Exercise input START

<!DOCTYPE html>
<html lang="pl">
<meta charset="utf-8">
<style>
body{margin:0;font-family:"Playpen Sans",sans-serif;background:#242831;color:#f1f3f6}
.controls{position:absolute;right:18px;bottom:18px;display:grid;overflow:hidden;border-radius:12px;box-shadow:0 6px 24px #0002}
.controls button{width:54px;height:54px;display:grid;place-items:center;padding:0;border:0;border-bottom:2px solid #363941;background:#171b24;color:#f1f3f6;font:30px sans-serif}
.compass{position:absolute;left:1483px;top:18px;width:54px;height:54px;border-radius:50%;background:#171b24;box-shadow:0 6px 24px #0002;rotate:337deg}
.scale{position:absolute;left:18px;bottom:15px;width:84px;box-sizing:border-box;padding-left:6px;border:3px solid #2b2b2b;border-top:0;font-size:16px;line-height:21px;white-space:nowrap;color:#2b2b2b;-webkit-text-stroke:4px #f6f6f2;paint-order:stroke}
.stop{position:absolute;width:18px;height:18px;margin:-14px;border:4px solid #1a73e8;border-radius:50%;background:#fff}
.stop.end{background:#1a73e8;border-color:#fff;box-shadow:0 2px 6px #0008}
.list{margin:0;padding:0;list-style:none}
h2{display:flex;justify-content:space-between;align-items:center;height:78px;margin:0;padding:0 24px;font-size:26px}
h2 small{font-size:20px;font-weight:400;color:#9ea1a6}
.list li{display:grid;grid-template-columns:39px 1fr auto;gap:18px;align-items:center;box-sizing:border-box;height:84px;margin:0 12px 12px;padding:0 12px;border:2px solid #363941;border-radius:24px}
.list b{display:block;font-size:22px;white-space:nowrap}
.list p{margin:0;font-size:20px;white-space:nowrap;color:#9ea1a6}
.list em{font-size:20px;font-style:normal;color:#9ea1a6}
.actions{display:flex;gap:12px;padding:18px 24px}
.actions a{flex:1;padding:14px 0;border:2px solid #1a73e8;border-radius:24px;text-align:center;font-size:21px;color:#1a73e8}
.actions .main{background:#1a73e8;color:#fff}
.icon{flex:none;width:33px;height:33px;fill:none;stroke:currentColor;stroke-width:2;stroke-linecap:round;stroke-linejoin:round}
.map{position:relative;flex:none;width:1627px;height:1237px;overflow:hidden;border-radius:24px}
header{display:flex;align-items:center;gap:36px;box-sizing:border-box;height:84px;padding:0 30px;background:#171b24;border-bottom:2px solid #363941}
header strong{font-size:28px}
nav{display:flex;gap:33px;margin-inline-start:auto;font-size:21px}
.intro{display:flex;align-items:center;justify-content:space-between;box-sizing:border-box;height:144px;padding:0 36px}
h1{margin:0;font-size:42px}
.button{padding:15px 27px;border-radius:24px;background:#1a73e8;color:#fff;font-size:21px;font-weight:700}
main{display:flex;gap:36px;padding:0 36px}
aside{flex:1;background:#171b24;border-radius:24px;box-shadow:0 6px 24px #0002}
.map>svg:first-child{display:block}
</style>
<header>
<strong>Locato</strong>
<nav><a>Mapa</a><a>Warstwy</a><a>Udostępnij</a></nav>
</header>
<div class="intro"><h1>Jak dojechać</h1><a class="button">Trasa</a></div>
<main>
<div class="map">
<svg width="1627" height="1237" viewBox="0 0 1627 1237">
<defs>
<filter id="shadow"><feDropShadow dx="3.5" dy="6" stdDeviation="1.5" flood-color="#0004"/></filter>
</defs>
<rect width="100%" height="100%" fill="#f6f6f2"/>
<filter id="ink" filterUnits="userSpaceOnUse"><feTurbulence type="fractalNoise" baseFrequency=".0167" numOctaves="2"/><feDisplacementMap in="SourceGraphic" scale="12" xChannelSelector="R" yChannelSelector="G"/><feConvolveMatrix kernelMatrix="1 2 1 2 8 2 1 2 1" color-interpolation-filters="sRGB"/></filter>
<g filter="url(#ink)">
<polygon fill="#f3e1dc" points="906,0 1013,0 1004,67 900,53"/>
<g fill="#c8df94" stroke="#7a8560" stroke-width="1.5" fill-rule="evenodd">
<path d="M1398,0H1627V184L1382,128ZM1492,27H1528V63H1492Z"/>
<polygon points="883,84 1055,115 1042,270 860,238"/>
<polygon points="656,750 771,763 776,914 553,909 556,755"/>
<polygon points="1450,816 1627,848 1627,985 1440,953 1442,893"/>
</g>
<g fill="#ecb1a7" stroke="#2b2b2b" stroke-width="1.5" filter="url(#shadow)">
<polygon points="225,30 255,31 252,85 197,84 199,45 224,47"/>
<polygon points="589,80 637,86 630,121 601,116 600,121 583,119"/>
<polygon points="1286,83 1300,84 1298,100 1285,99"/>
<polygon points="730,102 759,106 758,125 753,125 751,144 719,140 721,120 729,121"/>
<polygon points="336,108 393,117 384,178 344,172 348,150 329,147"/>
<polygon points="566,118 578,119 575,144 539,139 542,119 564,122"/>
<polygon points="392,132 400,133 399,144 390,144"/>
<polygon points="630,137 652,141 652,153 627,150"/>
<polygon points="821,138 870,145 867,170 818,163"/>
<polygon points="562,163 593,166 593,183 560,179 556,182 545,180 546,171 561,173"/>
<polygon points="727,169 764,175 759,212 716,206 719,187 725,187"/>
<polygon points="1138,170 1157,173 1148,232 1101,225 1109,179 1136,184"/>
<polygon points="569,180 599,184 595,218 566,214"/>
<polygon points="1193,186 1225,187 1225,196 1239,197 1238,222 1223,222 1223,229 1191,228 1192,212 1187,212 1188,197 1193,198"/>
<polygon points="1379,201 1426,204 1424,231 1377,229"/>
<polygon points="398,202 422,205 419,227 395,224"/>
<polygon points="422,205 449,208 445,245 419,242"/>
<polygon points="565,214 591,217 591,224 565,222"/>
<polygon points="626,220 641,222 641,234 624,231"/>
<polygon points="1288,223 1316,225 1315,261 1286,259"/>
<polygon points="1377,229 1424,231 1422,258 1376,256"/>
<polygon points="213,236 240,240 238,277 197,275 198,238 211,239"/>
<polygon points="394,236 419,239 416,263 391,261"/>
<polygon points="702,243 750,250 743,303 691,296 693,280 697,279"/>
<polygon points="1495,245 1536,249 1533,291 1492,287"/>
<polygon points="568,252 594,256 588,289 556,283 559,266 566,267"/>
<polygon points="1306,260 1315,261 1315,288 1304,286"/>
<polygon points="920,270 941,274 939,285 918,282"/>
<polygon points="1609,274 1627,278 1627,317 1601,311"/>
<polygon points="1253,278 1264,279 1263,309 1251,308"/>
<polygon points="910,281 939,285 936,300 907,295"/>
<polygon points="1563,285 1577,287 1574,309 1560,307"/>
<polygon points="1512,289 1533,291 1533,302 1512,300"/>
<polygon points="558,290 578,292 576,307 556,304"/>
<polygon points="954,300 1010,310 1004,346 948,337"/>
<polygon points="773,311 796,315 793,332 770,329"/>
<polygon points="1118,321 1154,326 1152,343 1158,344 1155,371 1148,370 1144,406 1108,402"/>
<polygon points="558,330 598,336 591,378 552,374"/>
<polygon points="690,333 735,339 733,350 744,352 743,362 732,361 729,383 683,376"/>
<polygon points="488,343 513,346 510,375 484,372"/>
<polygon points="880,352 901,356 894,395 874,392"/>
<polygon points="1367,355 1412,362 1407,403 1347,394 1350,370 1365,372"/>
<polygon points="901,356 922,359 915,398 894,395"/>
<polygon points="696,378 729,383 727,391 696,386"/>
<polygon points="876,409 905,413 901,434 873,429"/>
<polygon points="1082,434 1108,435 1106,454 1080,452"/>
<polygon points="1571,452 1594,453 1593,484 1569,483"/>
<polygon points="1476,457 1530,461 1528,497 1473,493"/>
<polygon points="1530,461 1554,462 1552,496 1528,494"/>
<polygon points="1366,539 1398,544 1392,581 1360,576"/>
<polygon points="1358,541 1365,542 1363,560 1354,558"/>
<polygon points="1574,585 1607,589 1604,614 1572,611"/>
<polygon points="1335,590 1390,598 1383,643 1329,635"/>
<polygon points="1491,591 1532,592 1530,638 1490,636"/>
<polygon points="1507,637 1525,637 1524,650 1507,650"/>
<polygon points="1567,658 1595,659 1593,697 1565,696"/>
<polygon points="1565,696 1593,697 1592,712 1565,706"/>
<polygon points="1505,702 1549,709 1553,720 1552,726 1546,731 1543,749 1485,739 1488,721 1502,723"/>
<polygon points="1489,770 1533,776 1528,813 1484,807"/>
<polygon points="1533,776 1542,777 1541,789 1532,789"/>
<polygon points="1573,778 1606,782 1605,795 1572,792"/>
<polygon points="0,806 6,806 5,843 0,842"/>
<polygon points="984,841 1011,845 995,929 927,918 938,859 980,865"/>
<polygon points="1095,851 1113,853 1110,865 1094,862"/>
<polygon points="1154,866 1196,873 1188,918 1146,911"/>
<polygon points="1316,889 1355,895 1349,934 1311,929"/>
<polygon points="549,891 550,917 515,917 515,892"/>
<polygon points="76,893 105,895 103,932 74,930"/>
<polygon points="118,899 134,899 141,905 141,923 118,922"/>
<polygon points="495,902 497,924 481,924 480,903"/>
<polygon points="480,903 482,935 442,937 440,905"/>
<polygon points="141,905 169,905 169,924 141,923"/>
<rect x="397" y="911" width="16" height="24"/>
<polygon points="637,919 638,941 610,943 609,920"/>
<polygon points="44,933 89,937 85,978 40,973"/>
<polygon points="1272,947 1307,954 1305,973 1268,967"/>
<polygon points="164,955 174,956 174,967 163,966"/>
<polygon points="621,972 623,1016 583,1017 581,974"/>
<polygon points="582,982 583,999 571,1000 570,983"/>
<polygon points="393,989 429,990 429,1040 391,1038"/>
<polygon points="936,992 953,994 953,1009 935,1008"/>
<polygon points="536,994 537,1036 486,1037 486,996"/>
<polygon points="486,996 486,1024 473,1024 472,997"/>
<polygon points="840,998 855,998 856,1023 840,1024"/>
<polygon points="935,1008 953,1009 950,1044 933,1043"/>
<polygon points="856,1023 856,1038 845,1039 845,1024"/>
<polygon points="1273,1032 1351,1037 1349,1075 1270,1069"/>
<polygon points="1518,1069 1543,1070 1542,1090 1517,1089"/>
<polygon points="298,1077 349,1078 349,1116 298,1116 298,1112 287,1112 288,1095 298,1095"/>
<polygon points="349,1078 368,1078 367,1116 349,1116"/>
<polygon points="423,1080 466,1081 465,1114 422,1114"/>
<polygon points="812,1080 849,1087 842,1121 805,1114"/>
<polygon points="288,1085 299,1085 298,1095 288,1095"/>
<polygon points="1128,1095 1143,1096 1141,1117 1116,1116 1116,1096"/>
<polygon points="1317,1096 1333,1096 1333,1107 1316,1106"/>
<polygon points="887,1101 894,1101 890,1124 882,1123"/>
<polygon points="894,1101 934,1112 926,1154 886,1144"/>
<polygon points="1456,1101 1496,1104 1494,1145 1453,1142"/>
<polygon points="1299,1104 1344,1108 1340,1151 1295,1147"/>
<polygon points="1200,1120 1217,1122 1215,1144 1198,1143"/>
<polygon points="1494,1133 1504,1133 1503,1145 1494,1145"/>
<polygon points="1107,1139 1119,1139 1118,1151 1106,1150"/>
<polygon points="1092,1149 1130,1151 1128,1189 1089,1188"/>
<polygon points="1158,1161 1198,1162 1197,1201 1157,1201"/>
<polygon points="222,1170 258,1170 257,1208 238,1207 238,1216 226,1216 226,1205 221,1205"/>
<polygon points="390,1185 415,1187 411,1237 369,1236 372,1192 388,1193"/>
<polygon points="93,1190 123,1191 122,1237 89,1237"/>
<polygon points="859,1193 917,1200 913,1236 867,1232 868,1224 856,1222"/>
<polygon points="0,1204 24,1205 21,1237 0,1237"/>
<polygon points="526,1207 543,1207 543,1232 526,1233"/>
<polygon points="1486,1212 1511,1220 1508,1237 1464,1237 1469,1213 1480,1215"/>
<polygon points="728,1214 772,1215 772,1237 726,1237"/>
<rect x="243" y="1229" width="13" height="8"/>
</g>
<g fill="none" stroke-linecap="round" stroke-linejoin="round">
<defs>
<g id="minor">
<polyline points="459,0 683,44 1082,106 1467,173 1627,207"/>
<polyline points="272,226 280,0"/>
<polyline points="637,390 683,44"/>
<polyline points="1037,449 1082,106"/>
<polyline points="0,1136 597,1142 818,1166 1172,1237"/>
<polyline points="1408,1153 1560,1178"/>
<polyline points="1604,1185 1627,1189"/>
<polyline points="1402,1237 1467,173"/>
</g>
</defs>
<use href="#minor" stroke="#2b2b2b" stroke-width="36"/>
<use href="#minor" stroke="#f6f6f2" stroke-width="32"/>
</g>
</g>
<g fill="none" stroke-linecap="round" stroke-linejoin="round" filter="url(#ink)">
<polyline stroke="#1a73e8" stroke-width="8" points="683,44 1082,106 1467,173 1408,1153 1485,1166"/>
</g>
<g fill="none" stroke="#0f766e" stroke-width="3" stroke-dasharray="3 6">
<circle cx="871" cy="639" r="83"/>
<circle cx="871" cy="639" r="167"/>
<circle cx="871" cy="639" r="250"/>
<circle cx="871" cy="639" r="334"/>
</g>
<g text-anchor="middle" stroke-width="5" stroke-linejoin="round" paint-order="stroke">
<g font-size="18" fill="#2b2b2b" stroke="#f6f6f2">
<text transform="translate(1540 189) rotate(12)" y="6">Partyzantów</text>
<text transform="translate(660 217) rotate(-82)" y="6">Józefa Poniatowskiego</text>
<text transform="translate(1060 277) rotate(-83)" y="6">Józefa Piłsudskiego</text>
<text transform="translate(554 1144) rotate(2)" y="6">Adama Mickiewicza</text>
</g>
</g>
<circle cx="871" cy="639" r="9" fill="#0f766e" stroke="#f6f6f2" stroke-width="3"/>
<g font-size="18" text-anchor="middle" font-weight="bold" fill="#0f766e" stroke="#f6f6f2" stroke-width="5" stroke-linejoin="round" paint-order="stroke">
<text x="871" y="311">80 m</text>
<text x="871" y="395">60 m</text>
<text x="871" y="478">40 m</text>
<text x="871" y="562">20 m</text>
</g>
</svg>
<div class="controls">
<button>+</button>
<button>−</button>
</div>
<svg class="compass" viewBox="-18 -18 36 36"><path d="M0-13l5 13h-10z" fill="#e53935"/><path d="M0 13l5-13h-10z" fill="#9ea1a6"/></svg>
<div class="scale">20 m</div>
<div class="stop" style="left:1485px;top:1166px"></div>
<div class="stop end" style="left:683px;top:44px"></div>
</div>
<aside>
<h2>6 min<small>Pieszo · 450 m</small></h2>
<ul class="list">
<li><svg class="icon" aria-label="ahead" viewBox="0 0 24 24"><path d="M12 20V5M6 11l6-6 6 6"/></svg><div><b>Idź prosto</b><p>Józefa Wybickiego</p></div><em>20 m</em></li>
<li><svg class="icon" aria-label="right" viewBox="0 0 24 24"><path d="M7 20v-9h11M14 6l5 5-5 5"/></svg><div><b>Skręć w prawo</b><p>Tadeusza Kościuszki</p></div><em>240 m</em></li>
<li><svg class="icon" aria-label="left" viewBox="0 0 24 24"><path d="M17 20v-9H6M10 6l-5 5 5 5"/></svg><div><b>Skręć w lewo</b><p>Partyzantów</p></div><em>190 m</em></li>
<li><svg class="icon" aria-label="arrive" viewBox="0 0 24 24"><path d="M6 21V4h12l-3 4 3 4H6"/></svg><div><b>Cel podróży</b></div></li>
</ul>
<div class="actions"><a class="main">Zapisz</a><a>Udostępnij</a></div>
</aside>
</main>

Exercise input END

■ Aim of the task: From the entries above, select each line containing the string "sans".

■ Written response:
body{margin:0;font-family:"Playpen Sans",sans-serif;background:#242831;color:#f1f3f6}
.controls button{width:54px;height:54px;display:grid;place-items:center;padding:0;border:0;border-bottom:2px solid #363941;background:#171b24;color:#f1f3f6;font:30px sans-serif}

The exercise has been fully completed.